◆ **Saved entries**:

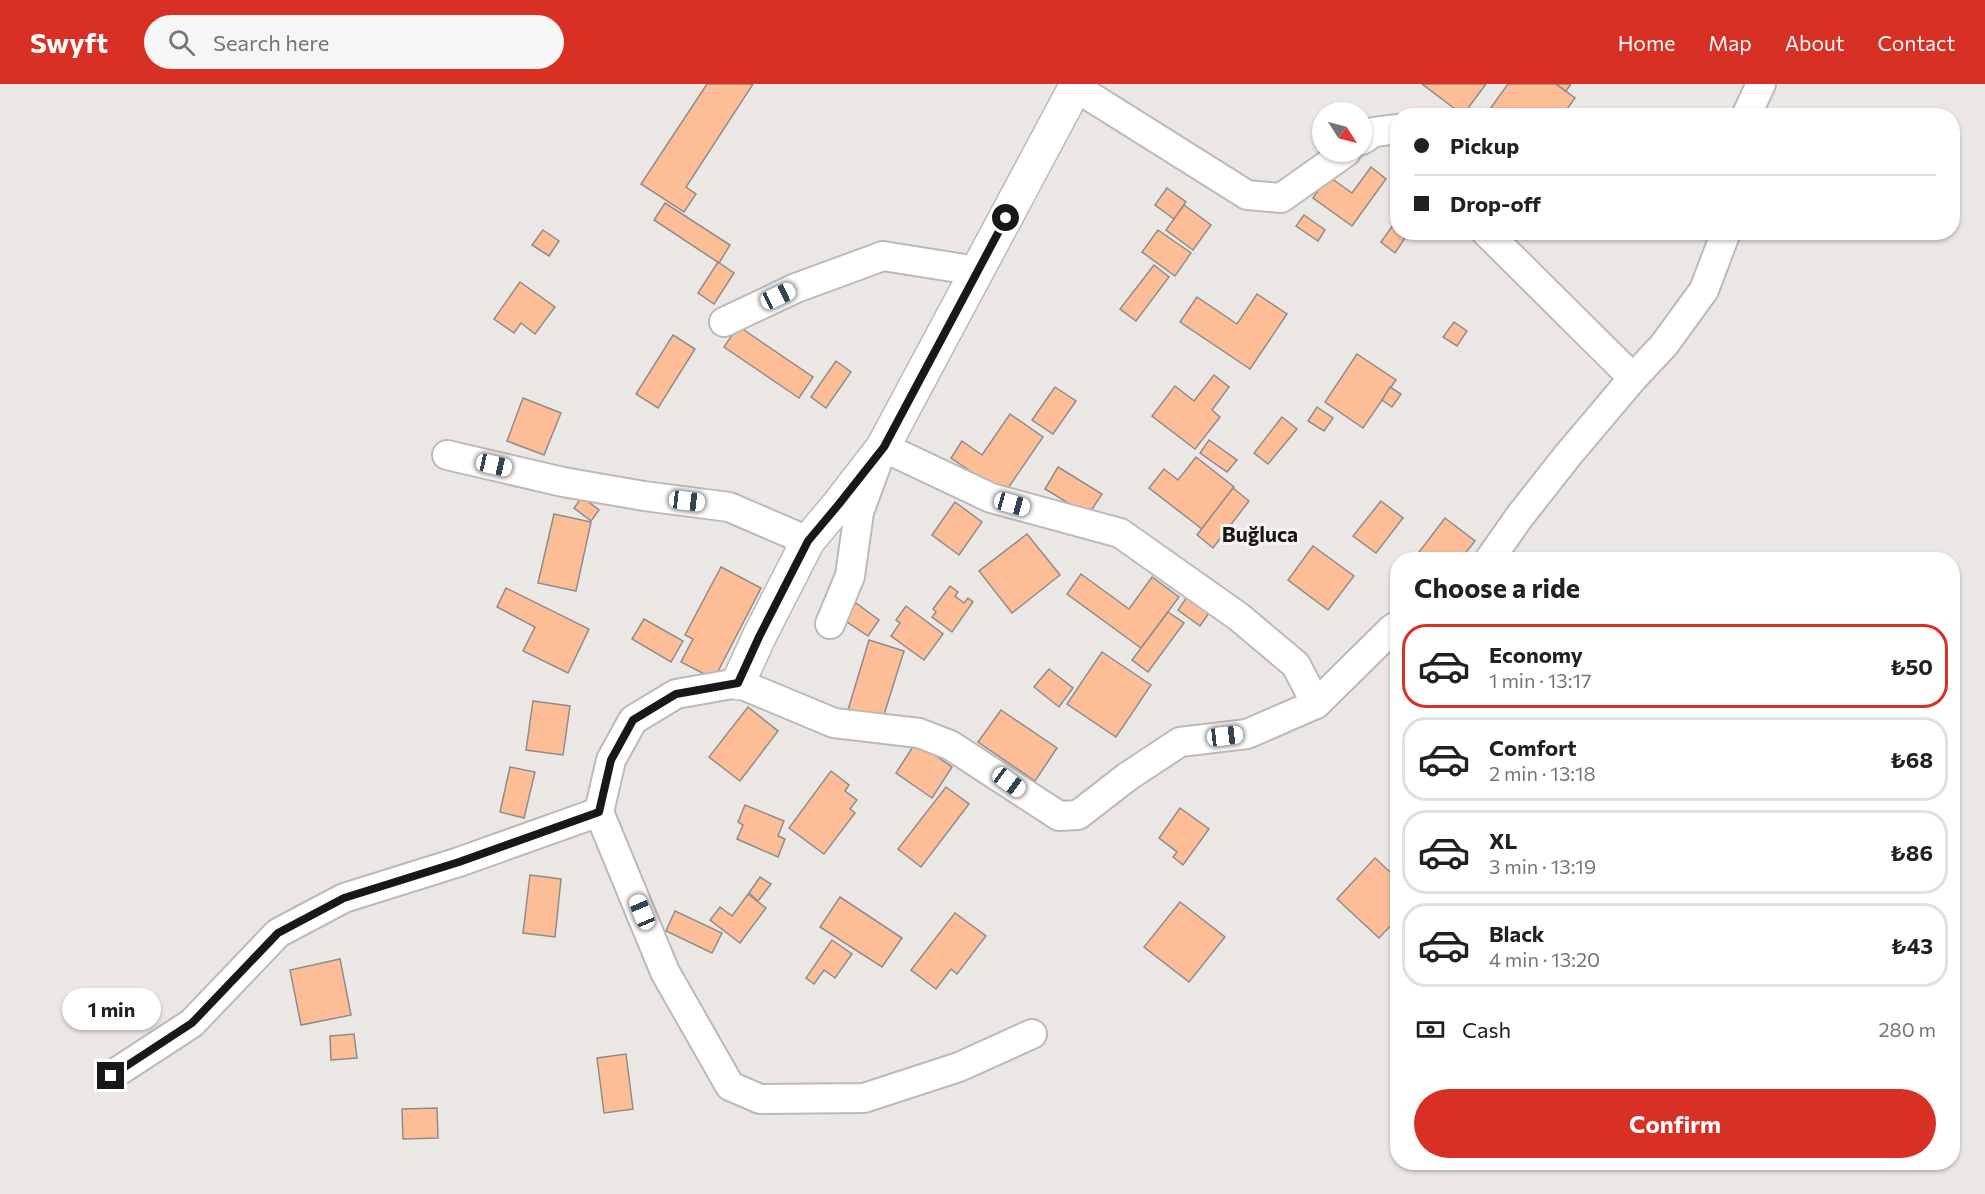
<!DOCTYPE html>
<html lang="en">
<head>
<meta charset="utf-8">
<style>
	:root { --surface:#fff; --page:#f6f6f6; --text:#202124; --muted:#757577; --line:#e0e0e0; --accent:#d93025 }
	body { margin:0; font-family:Commissioner,sans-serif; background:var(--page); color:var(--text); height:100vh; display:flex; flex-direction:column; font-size:22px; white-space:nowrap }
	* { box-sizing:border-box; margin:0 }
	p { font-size:20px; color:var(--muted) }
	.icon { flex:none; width:33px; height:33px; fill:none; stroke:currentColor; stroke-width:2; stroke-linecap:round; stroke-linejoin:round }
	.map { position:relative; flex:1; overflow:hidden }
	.panel { position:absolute; left:1390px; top:468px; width:570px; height:618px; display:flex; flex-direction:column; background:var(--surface); border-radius:24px; box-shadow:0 2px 4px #0004 }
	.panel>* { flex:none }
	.banner { position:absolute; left:1390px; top:24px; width:570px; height:132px; border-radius:24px; box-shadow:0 2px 4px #0004; display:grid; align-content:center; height:132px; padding:0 24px; background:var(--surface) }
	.needle { width:39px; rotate:126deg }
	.controls { position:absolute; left:1312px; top:18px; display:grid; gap:12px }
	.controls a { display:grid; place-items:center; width:60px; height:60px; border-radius:50%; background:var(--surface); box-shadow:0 2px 4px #0004; font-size:30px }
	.end { position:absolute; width:27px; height:27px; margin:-14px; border:8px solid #191817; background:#fff; box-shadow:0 0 0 3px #fff }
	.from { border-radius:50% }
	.bubble { position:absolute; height:42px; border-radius:21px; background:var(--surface); box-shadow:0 2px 4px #0004; font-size:20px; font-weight:700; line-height:42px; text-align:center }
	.car { position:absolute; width:18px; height:36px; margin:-18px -9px; border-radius:8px; box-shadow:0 0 4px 2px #0007; background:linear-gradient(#fff 24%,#345 0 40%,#fff 0 76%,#345 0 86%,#fff 0) }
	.banner b { display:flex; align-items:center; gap:21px; height:57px; font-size:22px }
	.banner b+b { border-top:2px solid var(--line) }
	.banner i { width:15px; height:15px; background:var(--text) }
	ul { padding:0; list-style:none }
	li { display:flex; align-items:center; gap:18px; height:84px; margin:0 12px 9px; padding:0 12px; border:3px solid var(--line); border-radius:24px }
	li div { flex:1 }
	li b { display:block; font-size:22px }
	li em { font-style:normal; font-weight:700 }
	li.selected { border-color:var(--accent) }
	li>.icon { width:54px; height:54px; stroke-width:1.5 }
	h2 { padding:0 24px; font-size:27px; line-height:72px }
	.pay { display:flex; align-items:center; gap:15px; height:66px; padding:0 24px; font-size:22px }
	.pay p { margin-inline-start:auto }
	.action { display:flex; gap:12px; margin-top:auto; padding:12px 24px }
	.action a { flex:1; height:69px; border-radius:36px; background:var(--accent); color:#fff; font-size:24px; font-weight:700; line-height:69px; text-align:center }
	header { display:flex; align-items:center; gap:36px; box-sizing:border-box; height:84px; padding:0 30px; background:var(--accent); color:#fff }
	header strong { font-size:28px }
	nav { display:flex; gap:33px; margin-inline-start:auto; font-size:21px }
	.search { width:420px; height:54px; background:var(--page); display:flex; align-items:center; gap:15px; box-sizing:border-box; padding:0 21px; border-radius:33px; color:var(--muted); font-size:22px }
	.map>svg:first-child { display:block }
</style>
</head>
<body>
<header>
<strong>Swyft</strong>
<div class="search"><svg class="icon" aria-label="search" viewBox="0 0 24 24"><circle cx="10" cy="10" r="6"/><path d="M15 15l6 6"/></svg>Search here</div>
<nav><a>Home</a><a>Map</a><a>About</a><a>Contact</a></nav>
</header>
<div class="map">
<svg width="1985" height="1110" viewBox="0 0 1985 1110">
	<rect width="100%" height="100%" fill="#ebe7e4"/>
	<g fill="#fcbd97" stroke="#908c8a" stroke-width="1.5">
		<path d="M707,0H753L686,103L696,110L684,128L641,100Z"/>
		<path d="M1422,0H1486L1463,31Z"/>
		<path d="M1508,0H1556L1575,14L1562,32H1498L1490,25Z"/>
		<path d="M1556,0H1571L1566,7Z"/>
		<path d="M1371,83L1386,95L1352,142L1313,114L1328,92L1352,109Z"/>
		<path d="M1167,104L1186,118L1174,135L1155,121Z"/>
		<path d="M665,119L730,161L719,179L654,136Z"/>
		<path d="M1184,121L1211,141L1193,166L1166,146Z"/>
		<path d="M1304,131L1325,146L1318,157L1296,142Z"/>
		<path d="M1398,134V148H1409L1395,169L1381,158Z"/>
		<path d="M543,146L559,157L549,172L532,161Z"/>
		<path d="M1158,146L1191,169L1175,192L1142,168Z"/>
		<path d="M718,178L734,189L714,220L698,209Z"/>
		<path d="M1154,181L1169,193L1136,237L1120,225Z"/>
		<path d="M520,198L555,223L535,250L521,239L514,249L494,235Z"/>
		<path d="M1257,210L1287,230L1250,285L1180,238L1197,213L1237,240Z"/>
		<path d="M1454,238L1467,247L1457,262L1443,253Z"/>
		<path d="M738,242L813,293L799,314L724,263Z"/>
		<path d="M673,251L695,265L658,324L636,310Z"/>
		<path d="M1357,270L1396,296L1363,344L1325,318Z"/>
		<path d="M836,277L851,288L826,324L811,313Z"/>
		<path d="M1214,291L1229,303L1212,326L1220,333L1195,365L1152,332L1175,302L1194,317Z"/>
		<path d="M1055,303L1076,317L1053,350L1032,336Z"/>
		<path d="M1390,303L1401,310L1392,323L1382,316Z"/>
		<path d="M523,314L561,329L544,371L507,357Z"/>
		<path d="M1317,323L1333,334L1324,347L1308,337Z"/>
		<path d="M1010,330L1043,353L1004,410L951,374L962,357L982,371Z"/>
		<path d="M1282,333L1297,345L1268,380L1254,369Z"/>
		<path d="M1209,356L1237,376L1227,388L1200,369Z"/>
		<path d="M1196,373L1234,403L1202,445L1149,404L1164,385L1178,396Z"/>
		<path d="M1058,383L1102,410L1088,431L1045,405Z"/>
		<path d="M1233,404L1249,417L1213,464L1197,451Z"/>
		<path d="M582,413L599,426L591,437L574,424Z"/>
		<path d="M1381,417L1403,434L1376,469L1353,452Z"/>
		<path d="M955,418L982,438L959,471L932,451Z"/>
		<path d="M554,430L591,438L576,507L538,499Z"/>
		<path d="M1445,434L1475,457L1460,476H1413Z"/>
		<path d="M1027,450L1060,491L1012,529L979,487Z"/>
		<path d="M1313,462L1354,492L1328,526L1288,496Z"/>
		<path d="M721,483L761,504L714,595L681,578L693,555L685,551Z"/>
		<path d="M1081,490L1129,525L1152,493L1179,513L1141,564L1067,510Z"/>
		<path d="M950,502L958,508L955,512L964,519L968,514L973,518L952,548L932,533L936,528L933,525Z"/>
		<path d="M506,504L589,545L568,589L523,567L535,543L497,523Z"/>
		<path d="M1187,513L1209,529L1200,542L1178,526Z"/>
		<path d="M856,519L879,536L868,552L844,536Z"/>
		<path d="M906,522L943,550L924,576L891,552L900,539L896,536Z"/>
		<path d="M1168,528L1184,539L1148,588L1132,576Z"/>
		<path d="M644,535L683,557L671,578L632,555Z"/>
		<path d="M869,556L904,567L882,637L848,626Z"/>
		<path d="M1102,568L1151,601L1116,653L1067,620Z"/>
		<path d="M1049,585L1073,604L1059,623L1034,603Z"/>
		<path d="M533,617L570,622L563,671L526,666Z"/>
		<path d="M748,623L778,647L740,697L709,673Z"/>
		<path d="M1001,626L1057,664L1035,697L978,658Z"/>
		<path d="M916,658L952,683L932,714L896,689Z"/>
		<path d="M510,683L535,688L524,734L500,728Z"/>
		<path d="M831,687L849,701L845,707L857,716L850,725L855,729L824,770L789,744Z"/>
		<path d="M946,703L969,720L921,783L898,765Z"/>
		<path d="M745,721L784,737L778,752L785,755L778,773L737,755L743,741L738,738Z"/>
		<path d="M1180,724L1209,745L1183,781L1173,773L1177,768L1159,754Z"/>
		<path d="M1375,774L1392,790L1398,784V834L1379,854L1337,815Z"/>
		<path d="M530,791L561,795L555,853L523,849Z"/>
		<path d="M760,793L771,800L758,817L749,809Z"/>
		<path d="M748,810L766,824L740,859L710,836L720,823L732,832Z"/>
		<path d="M840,813L902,854L882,883L820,843Z"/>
		<path d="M1180,818L1225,853L1189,898L1144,863Z"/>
		<path d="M675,827L722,849L712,869L666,847Z"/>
		<path d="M955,829L986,852L957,890L951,885L936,905L911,886Z"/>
		<path d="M832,856L852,870L835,894L824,886L814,900L806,894Z"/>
		<path d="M340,875L351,931L301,941L290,886Z"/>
		<path d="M354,950L357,974L331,976L330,952Z"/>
		<path d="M626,970L633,1025L604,1029L597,974Z"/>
		<path d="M437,1024L438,1054L403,1055L402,1025Z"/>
	</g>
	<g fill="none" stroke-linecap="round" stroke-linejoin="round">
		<g stroke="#beb9b7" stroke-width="32">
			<g id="minor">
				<path d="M1075,3L1247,111L1281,114L1346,68"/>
				<path d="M1746,32L1761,0"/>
				<path d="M1362,56L1374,48L1398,45"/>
				<path d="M1486,148L1633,294"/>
				<path d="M724,238L796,204L883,172L977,187"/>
				<path d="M447,371L563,398L644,412L729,423L808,457"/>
				<path d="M1489,476L1520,432L1568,371L1633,294L1664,261L1704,206L1726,148"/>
				<path d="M830,540L850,492L859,428L883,363L991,414L1120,449L1239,533L1296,581L1316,620"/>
				<path d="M599,728L611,676L633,636L676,610L738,599L834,639L919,649L950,661L1059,732L1078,731L1127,693L1180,658L1247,650L1316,620L1392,545L1398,541"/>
				<path d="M111,992L192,939L278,849L344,814L459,778L599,728L665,888L730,1002L760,1015L864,1014L959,983L1032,950"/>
			</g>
		</g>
		<g stroke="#beb9b7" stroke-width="36">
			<path id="tertiary" d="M738,599L759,553L808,457L839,420L883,363L1077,0"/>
		</g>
		<use href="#minor" stroke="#fff" stroke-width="28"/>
		<use href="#tertiary" stroke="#fff" stroke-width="33"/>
	</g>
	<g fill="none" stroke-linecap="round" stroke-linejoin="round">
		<path stroke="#191817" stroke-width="8" d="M111,992L192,939L278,849L344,814L459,778L599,728L611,676L633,636L676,610L738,599L759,553L808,457L839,420L884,363L1006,134"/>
	</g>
	<g text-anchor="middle" stroke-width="6" stroke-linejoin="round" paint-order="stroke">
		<g font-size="21" font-weight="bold" fill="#191817" stroke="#f8f4f1">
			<text x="1260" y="458">Buğluca</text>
		</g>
	</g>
</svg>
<div class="controls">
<a><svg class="needle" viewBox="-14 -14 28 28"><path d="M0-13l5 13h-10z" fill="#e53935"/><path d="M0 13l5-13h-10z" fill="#757577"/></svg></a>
</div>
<i class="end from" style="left:1006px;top:134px"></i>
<i class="end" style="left:111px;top:992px"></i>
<div class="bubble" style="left:62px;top:904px;width:99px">1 min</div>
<i class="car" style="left:778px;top:212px;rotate:65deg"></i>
<i class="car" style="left:494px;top:381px;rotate:103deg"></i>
<i class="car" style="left:687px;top:417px;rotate:97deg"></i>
<i class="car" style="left:1012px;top:420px;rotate:106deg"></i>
<i class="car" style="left:1225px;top:652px;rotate:83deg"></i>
<i class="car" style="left:1009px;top:698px;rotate:127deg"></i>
<i class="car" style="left:642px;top:828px;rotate:337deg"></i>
<div class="banner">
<b><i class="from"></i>Pickup</b>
<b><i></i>Drop-off</b>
</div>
<section class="panel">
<h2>Choose a ride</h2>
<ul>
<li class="selected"><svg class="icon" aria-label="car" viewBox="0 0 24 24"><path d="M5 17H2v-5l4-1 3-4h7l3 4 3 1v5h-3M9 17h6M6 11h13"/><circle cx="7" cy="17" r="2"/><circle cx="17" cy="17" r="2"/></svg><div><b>Economy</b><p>1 min · 13:17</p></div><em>₺50</em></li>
<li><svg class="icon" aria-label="car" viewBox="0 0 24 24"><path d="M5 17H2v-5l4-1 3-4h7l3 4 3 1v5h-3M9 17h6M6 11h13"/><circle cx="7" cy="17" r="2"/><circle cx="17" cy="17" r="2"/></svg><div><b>Comfort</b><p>2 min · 13:18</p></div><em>₺68</em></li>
<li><svg class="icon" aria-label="car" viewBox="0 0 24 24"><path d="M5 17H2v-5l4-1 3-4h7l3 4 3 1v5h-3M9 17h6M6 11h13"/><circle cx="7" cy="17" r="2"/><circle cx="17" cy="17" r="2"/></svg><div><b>XL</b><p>3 min · 13:19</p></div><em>₺86</em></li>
<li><svg class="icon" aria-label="car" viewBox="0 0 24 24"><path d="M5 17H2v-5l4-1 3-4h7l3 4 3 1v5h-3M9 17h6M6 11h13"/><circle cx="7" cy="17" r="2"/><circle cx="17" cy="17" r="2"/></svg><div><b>Black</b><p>4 min · 13:20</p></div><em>₺43</em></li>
</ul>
<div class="pay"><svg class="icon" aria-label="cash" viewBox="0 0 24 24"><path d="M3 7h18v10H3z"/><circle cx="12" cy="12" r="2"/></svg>Cash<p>280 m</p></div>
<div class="action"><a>Confirm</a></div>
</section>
</div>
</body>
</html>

◆ **WHAT TO WORK ON**: Look for the word "bubble". Copy out every line of the data that has it.

◆ **EXERCISE RESPONSE**:
	.bubble { position:absolute; height:42px; border-radius:21px; background:var(--surface); box-shadow:0 2px 4px #0004; font-size:20px; font-weight:700; line-height:42px; text-align:center }
<div class="bubble" style="left:62px;top:904px;width:99px">1 min</div>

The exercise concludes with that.